For many years he was writing plays and this is where we come to his final milestone.

The piece is called “Wild Son: The Testimony of Christian Brando”.

Surely you remember the name Brando, as in Marlon, that mercurial and captivating star who died in 2004. Christian, born in Los Angeles in 1958, was one of Brando’s 11 children and was always the food of the tabloids, first in a nasty public custody dispute. between his father and his mother, actress Anna Kashfi; as a victim of kidnapping at the age of 13; and, most notoriously, for the 1990 murder of Dag Drollet, her younger half-sister Cheyenne’s boyfriend (and father of her unborn child) in the living room of Marlon’s Mulholland Drive estate.

The young man pleaded guilty to voluntary manslaughter. Cheyenne died by suicide and Christian served five years of a 10-year prison sentence. He later became involved with actor Robert Blake’s wife, Bonny Lee Bakley, who was murdered in 2001.

For a few years Clark had been on the “Brando beat” for People, but most of his work focused on Marlon until he received an unexpected phone call from Christian in 2005.

They bonded over numerous interview sessions in which Christian, “always with a beer in hand”, detailed his turbulent, dysfunctional life. He also shared stories from stars like neighbor “Uncle Jack” Nicholson and schoolmate Michael Jackson.

Clark told me he found Christian “damaged, unstable, and dangerous,” but he also told me he was “one of the sweetest lost souls I’ve ever met.”

Christian died of pneumonia in 2008 when he was just 49 years old and the recordings of his interviews with Clark did not become a book, as the two men had initially discussed, but a play directed by Clark.
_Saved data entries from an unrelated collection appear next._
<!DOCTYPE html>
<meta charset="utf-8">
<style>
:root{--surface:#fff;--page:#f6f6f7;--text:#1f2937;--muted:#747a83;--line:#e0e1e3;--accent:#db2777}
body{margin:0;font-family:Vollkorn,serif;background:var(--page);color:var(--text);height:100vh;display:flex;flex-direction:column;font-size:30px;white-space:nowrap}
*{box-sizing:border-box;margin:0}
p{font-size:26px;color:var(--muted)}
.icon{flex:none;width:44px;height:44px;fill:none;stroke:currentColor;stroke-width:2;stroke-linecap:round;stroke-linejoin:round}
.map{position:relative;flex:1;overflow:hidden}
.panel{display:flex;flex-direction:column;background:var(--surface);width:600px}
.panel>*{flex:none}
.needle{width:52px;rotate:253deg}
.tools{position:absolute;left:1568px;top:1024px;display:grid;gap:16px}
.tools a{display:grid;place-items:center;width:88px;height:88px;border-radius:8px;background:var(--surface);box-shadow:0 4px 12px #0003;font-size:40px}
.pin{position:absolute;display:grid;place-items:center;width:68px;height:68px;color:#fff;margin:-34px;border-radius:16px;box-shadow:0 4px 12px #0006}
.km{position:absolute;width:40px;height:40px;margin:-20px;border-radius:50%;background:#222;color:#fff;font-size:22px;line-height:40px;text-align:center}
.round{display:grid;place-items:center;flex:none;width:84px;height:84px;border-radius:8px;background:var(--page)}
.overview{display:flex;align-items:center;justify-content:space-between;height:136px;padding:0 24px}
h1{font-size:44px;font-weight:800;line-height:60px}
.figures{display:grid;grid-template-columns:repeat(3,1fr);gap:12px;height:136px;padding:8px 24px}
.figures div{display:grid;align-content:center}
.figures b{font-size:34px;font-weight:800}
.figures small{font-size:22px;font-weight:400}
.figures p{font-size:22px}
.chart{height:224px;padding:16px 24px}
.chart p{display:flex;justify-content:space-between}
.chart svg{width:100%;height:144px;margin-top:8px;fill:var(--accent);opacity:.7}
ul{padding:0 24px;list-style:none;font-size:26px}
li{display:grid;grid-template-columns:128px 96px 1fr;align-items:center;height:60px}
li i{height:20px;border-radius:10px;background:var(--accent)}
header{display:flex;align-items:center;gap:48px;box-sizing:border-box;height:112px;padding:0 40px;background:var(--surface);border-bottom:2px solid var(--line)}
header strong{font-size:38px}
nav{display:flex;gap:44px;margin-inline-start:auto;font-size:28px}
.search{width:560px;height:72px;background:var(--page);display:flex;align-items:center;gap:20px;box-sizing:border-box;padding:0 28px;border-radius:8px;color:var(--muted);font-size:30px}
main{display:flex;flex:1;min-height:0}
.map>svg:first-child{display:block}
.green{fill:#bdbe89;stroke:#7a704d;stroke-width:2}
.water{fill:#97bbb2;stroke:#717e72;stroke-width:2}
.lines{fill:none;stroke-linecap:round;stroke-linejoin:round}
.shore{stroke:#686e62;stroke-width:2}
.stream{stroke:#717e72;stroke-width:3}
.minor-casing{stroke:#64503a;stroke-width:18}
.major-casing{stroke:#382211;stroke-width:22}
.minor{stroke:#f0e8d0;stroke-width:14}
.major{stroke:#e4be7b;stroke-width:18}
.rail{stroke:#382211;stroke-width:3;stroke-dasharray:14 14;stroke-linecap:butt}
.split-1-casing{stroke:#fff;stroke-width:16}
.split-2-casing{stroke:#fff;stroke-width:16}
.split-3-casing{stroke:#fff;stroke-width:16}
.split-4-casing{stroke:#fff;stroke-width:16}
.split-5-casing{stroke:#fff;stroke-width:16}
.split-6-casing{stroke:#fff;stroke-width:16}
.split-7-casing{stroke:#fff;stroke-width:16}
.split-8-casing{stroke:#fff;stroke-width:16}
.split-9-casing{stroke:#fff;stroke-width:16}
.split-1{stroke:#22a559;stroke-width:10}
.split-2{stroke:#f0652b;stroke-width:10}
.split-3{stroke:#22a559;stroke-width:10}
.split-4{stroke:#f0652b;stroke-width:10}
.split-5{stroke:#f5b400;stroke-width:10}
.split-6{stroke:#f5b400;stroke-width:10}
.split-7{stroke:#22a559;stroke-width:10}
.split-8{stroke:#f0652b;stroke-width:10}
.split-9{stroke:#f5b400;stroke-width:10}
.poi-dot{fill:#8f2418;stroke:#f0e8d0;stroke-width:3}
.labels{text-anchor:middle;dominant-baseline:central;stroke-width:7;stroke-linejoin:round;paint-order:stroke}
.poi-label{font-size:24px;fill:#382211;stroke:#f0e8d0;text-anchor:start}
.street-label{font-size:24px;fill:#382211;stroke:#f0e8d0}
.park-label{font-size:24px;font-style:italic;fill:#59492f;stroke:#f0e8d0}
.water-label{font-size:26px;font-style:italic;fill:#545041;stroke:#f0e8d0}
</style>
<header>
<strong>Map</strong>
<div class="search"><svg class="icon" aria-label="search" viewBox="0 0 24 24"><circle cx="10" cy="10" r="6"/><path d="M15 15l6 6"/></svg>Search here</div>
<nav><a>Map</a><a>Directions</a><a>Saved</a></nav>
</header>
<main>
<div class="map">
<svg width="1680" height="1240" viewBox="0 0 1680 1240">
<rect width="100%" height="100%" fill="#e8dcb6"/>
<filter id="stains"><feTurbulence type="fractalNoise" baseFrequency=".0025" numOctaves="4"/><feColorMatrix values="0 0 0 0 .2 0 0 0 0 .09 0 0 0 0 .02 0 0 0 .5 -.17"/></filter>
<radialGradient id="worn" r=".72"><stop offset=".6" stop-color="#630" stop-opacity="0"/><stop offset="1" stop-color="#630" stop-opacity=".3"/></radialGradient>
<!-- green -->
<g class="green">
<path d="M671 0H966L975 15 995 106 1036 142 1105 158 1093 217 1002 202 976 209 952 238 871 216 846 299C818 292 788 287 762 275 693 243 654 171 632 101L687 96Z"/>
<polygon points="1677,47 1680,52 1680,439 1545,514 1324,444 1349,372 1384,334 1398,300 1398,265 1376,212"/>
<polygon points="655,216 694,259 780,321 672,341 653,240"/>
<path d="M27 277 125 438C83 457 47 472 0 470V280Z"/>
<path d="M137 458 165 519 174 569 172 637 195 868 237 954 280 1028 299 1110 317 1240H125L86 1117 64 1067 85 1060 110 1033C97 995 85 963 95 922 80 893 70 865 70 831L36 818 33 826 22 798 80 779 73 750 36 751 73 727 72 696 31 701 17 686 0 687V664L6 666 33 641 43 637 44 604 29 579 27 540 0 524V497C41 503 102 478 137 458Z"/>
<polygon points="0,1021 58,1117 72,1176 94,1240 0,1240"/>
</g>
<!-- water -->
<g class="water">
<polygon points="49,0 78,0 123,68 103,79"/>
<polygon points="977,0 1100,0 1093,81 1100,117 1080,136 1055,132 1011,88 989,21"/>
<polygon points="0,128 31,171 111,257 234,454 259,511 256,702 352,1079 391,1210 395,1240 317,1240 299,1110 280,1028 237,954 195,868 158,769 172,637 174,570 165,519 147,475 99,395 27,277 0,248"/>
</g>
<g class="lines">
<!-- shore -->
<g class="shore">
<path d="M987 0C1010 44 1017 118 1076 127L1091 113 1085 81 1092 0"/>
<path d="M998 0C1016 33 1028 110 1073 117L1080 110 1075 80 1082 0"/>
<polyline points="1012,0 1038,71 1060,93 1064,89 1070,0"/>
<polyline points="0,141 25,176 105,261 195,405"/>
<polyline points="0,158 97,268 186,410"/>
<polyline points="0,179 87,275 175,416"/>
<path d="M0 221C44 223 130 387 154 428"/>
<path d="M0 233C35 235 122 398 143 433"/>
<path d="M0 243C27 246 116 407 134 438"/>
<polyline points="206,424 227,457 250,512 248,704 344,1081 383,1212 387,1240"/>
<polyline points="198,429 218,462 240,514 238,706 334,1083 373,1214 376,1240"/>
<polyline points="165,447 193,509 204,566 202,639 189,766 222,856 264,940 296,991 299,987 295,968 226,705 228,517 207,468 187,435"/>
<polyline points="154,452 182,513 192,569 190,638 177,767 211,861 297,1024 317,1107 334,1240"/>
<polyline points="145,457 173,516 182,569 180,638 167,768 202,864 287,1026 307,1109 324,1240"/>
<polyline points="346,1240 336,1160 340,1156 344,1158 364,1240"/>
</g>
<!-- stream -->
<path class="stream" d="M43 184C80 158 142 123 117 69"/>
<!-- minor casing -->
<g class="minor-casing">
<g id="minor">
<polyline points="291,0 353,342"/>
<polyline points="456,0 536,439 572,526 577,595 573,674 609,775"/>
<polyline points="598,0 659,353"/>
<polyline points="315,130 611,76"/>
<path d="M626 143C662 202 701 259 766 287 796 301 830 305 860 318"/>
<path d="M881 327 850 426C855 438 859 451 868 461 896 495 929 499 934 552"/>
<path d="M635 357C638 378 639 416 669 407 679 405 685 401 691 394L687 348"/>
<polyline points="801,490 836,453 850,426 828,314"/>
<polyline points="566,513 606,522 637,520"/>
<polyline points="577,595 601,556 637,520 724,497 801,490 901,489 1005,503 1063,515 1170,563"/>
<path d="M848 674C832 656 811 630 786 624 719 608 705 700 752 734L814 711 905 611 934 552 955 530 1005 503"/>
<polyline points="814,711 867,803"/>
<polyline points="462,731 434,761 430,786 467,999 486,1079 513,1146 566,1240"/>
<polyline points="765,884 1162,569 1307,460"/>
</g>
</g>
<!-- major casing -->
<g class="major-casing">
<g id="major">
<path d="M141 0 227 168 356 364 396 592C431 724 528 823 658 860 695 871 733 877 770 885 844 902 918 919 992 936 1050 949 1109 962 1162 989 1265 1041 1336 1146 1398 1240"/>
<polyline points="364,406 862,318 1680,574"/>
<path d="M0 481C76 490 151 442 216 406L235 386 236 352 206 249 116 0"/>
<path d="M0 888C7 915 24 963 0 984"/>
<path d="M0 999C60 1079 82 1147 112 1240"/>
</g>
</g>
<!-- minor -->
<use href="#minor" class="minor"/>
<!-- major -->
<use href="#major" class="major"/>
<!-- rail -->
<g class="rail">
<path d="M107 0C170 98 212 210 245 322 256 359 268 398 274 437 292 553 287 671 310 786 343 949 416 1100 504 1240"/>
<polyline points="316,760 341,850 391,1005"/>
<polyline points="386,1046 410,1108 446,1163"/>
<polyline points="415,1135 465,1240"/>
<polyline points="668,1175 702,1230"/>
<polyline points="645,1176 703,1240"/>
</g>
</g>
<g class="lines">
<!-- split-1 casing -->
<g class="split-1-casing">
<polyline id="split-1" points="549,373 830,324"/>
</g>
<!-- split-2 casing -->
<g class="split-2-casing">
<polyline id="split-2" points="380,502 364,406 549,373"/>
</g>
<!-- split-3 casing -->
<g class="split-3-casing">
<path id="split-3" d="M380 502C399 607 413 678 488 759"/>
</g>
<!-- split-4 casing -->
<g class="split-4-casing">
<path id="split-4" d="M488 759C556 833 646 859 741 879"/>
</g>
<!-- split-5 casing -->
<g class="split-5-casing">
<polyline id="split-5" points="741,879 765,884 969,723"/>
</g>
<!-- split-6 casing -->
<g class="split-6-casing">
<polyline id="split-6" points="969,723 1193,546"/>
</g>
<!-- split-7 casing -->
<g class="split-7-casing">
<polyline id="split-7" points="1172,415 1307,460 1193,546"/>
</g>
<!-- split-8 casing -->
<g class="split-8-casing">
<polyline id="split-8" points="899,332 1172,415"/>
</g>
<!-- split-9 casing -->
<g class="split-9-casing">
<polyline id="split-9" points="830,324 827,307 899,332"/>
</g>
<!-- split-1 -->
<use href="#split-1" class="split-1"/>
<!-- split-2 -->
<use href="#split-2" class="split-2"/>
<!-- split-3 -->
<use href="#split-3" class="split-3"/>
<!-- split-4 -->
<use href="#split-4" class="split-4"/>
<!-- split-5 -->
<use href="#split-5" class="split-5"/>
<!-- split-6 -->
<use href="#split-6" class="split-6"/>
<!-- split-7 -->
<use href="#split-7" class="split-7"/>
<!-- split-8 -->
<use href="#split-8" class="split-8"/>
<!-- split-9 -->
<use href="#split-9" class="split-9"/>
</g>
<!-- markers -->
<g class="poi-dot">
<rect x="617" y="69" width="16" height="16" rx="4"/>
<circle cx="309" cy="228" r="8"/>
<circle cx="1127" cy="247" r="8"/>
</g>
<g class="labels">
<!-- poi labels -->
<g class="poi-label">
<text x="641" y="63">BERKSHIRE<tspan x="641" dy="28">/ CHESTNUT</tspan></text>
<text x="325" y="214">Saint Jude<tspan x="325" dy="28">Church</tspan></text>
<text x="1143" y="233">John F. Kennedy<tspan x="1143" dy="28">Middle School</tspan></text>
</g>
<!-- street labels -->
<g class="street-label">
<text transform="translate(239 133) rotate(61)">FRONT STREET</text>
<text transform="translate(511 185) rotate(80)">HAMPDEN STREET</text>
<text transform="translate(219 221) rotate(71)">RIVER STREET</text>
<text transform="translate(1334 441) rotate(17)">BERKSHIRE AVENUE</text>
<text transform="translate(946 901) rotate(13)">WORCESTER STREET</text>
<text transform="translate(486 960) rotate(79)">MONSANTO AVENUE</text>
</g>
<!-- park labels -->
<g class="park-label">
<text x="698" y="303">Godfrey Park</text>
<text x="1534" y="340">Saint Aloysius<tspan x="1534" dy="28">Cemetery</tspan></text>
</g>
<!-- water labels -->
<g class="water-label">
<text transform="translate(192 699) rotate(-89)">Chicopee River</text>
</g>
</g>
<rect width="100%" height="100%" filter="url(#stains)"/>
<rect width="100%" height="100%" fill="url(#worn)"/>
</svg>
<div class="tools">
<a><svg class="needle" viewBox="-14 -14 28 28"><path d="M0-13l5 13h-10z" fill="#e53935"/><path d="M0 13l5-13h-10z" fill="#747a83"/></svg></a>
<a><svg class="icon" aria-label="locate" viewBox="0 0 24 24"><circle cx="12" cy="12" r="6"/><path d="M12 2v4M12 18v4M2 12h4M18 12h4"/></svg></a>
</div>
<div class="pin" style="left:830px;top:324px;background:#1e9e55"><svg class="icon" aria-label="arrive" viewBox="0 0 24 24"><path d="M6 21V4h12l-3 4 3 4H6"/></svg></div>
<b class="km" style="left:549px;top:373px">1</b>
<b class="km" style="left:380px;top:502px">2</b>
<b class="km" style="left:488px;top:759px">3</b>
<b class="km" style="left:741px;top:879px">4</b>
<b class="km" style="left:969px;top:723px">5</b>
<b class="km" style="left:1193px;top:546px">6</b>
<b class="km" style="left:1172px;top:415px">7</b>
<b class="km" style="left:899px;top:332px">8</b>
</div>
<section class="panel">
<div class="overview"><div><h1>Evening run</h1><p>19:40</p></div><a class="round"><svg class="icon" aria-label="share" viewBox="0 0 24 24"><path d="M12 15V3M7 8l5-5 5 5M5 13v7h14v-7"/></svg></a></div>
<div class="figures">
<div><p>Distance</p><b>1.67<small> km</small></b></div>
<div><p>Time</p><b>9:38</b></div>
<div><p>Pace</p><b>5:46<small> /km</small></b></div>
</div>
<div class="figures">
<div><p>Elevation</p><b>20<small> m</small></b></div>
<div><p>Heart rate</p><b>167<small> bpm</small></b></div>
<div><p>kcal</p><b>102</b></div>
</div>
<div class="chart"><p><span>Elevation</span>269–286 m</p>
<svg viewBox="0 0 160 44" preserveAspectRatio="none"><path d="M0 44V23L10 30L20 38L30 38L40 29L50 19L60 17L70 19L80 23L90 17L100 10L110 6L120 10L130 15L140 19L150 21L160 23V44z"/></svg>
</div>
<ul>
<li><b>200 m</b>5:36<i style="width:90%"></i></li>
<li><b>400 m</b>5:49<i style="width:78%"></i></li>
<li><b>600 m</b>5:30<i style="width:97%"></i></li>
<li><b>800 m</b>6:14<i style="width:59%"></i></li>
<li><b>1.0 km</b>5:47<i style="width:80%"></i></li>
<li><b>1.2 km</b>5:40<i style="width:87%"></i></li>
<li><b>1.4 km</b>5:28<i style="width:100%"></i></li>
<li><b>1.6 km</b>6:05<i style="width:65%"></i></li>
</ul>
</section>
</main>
It had its premiere at the Santa Monica Playhouse in 2019. Chicago’s Chaz Ebert called it “superb”, elaborating in writing, “with a gripping performance by actor John Mese…I can’t recommend it enough .”

Playwright Beth Henley, who won the Pulitzer Prize for her ‘Crimes of the Heart’ in 1981 and whom Clark had worked with in two plays during his time as an actor in Chicago, has “a burning gem” . John Mese is fascinating. A rare theatrical experience where magic sparkles.

The solo piece was selected for the Edinburgh Festival Fringe, the largest arts festival in the world. It will be played there in August and Clark will be in Scotland for it.

There is no third novel in the works but he plans to continue his musical career. Yes, he is also a singer-songwriter with a substantial and engaging body of work. He has released six albums. “Three under my name with me singing and three by ‘various artists’ singing my songs,” he said. “I had never written a song until about nine years ago when I fell in unrequited love, which is a great impetus for songwriting. . Since then I have written a hundred songs, but none conquered the object of my affection.

“And I also play the accordion,” he said. “I’m seven and I’m studying banjo. If I were to add bagpipes, it would be a trifecta of the most hated musical instruments.